Tetapi kemudian hal ini bertambah parah setelah adanya pemasangan tralis di setiap jendela ruangan sekolah. Menurut saya, hal ini menimbulkan efek psikologis yang cukup serius. Pelajar akan merasa bahwa mereka dikurung, mereka ada di dalam penjara pendidikan. Ini kemudian menjadi argumen utama saya mengapa para pelajar membolos. Mereka bosan, dan mereka belum merasa membutuhkan pendidikan karena mind set yang terbentuk di dalam pikiran mereka. Tetapi di sisi lain kita tidak boleh melupakan alasan pihak sekolah dalam memasang tralis tersebut. Pencurian dan pengantisipasian pecahnya kaca sekolah menjadi alasan utama mengapa tralis dipasang.

Negara kita sejak awal kemerdekaan sudah mendeklarasikan diri sebagai negara demokratis. Orde Baru memang sempat menghancurkan mimpi itu, kita berada dalam bayang-bayang penguasa otoriter.
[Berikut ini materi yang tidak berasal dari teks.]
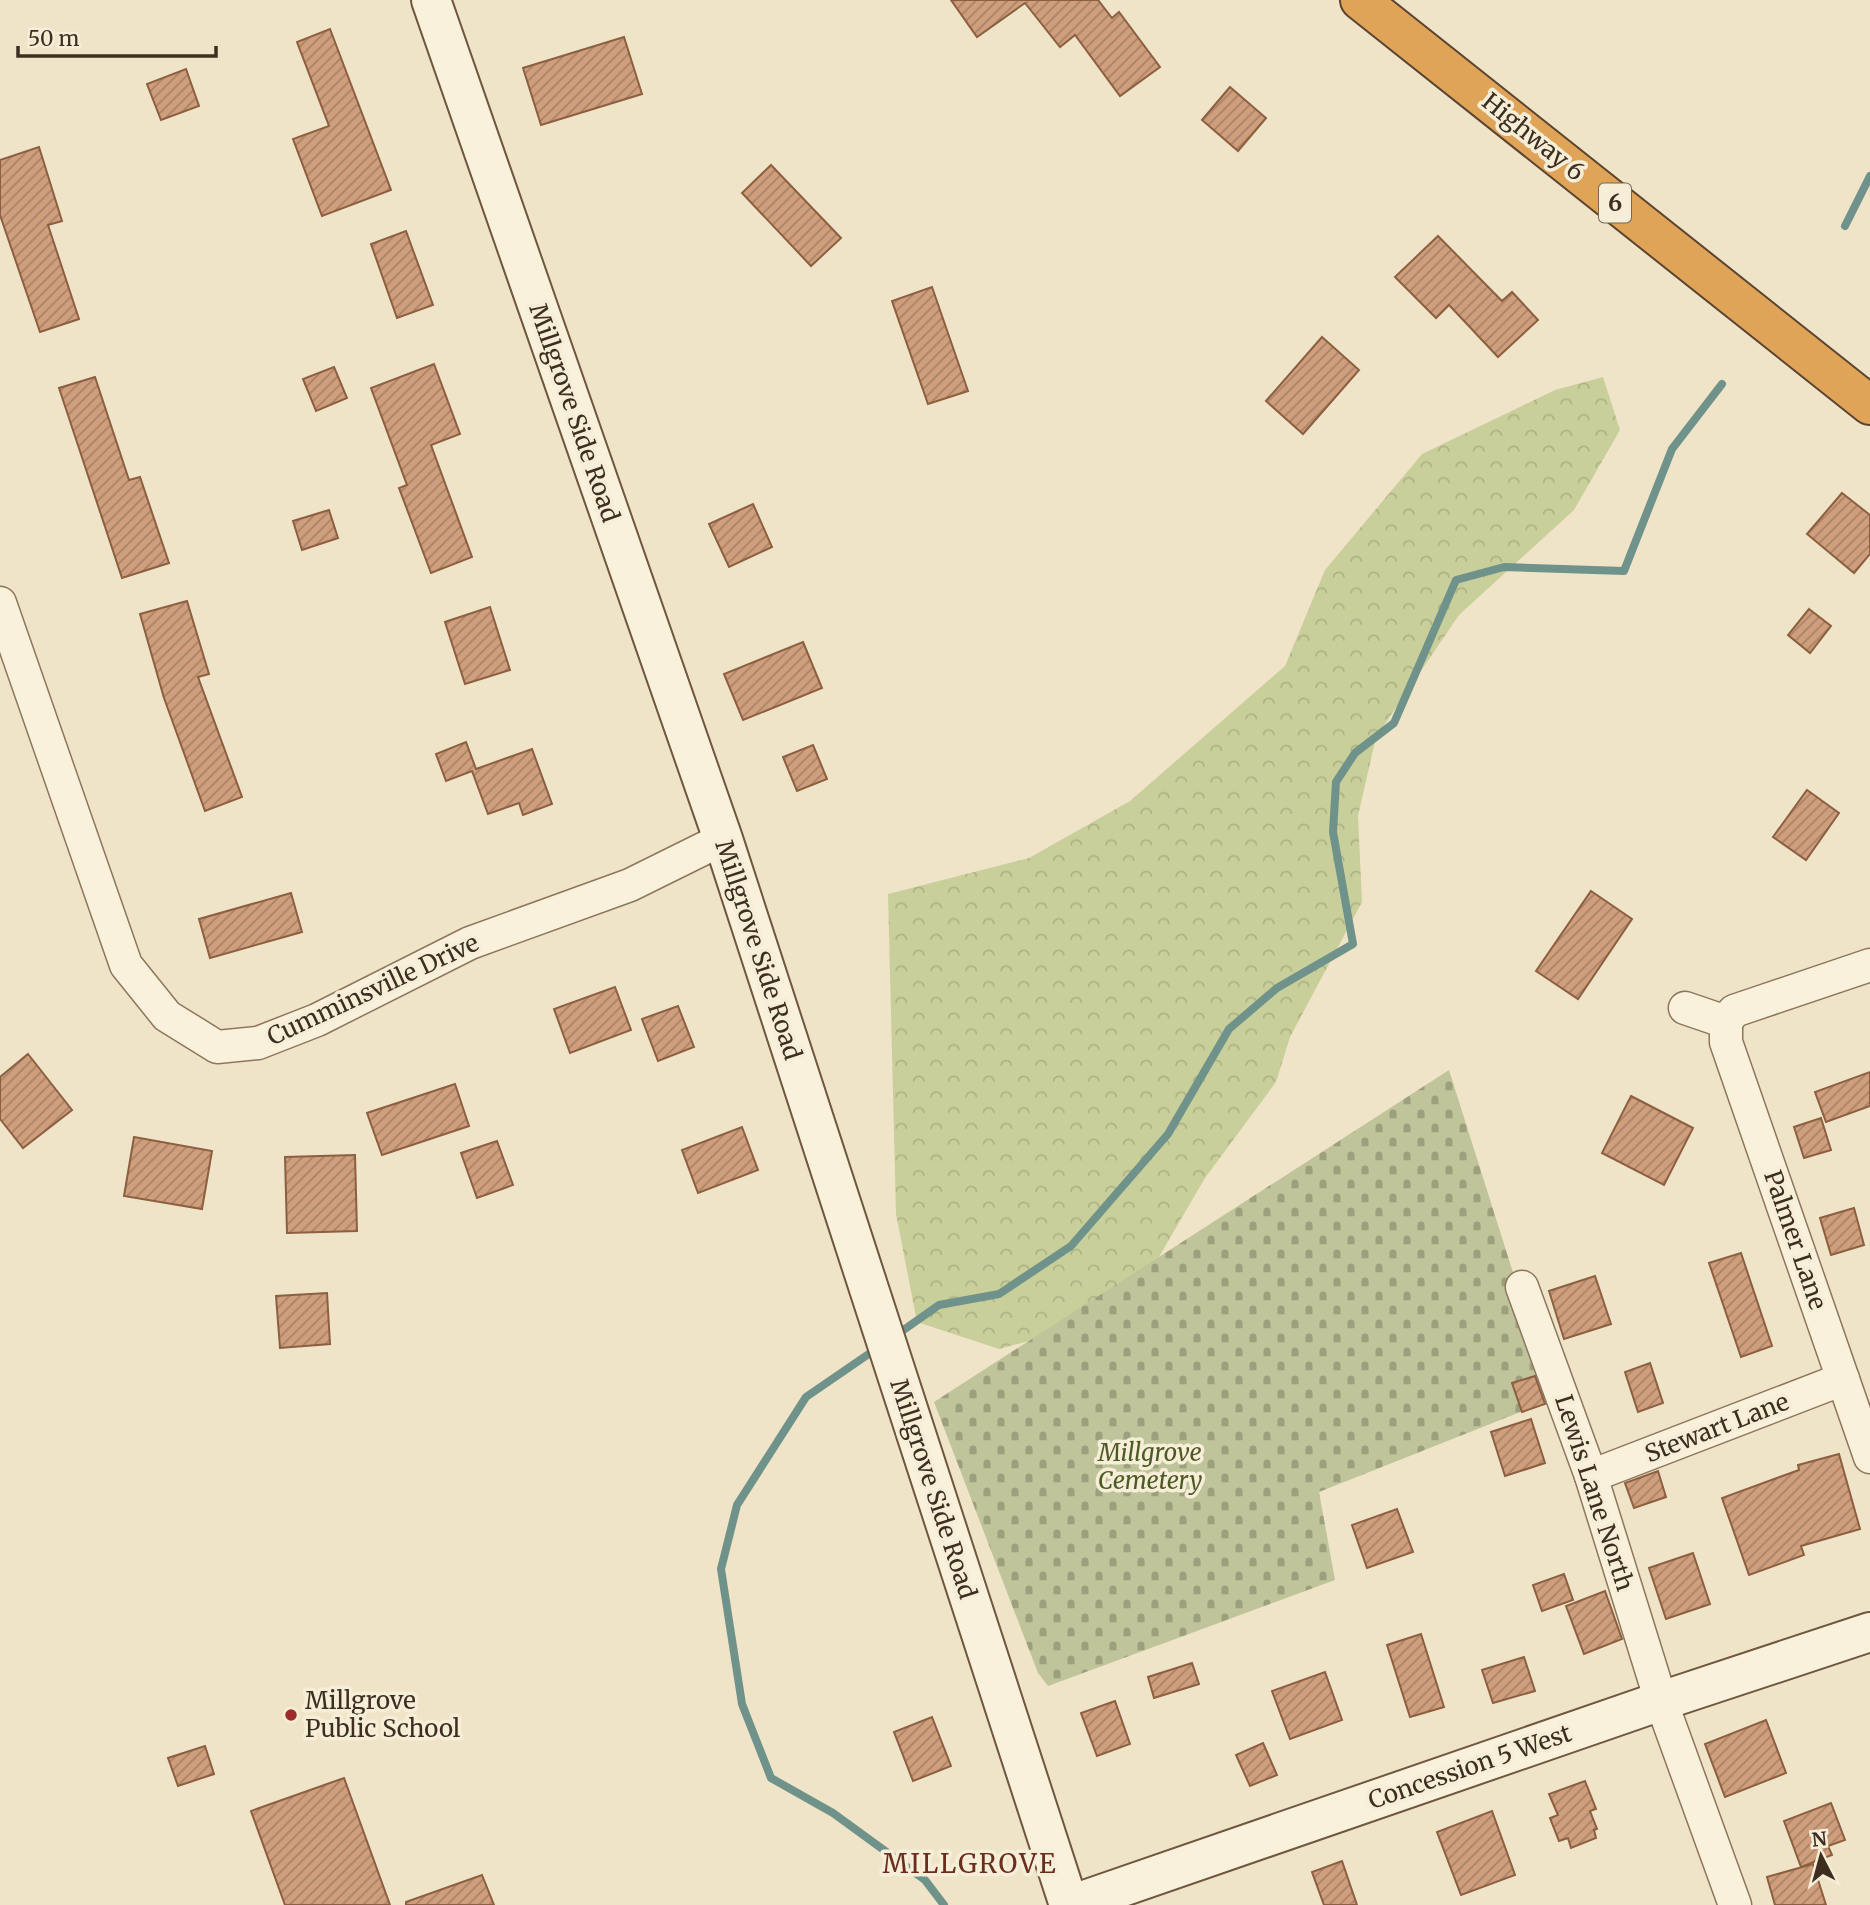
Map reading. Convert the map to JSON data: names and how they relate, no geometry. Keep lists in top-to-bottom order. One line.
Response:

Segala sesuatu diwajibkan, menyebalkan memang, tetapi kita mampu melewati itu. Era Reformasi merubah segalanya, kita benar-benar kembali ke arus demokrasi. Meski saya belum mengusasi apa itu demokrasi secara penuh, saya percaya bahwa hak merupakan fondasi dasar dari demokrasi. Ini kemudian yang dilanggar oleh negara kita. Belajar itu bukan sesuatu yang wajib, itu adalah hak.
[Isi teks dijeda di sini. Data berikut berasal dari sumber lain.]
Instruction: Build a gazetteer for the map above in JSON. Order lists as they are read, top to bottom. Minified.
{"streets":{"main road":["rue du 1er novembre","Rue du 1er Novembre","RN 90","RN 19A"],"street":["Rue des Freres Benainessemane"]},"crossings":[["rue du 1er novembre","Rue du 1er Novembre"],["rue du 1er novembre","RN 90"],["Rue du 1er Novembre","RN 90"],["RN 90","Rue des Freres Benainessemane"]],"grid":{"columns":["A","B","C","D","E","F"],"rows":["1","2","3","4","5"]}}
Saya yakin bahwa semua guru di Indonesia adalah tauladan yang baik, mereka tahu betul mana yang baik dan buruk. Tetapi kesalahan fatal sistem pendidikan di Indonesia adalah ketidakmampuan badan pendidikan untuk menyadarkan masyarakat bahwa pendidikan itu penting. Orang tua sebagai tauladan utama para pelajar tentunya juga mengambil peran dalam hal ini. Seringkali pelajar dimarahi ketika membolos sekolah, tanpa tahu apa alasannya. Padahal, menurut saya, hal ini tidak akan terjadi jika pelajar benar-benar tahu kebutuhan mereka akan ilmu dan pendidikan. Sekalipun mereka membolos, tentunya karena hal-hal yang masih dalam lingkar rasionalitas. Karena kita tidak bisa selalu menjamin bahwa dalam menimba ilmu kita selalu dalam performa maksimal. Absensi menjadi suatu yang sangat sakral, padahal hadirnya pelajar di sekolah belum tentu menjamin apakah dia mendapatkan ilmu.

Bagi saya belum terlambat bagi para orang tua, guru, badan pendidikan, dan pemerintah untuk mengubah mind set masyarakat akan pendidikan. Berikan kebebasan bagi masyarakat untuk mengenyam pendidikan, tentunya hal ini harus diiringi oleh kemampuan negara untuk membangun sekolah yang layak dan terjangkau secara menyeluruh di Indonesia. Dengan menyadarkan masyarakat bahwa pendidikan itu penting dan merupakan bagian dari hak dan kebebasan mereka, tentunya tingkat intelektualitas di Indonesia akan meningkat dengan sendirinya. Biarkan pelajar untuk membolos, atau melakukan kenakalan yang lain selama mereka tahu konsekuensinya, mereka akan belajar untuk bertanggung jawab. Lebih baik gunakan uang untuk membangun pagar dan memasang tralis, untuk hal lain yang lebih efektif, seperti meningkatkan fasilitas sekolah atau akses menuju sekolah. Jangan takut akan kekurangan, pembangunan sekolah merupakan kewajiban negara. Silahkan belajar dengan bebas.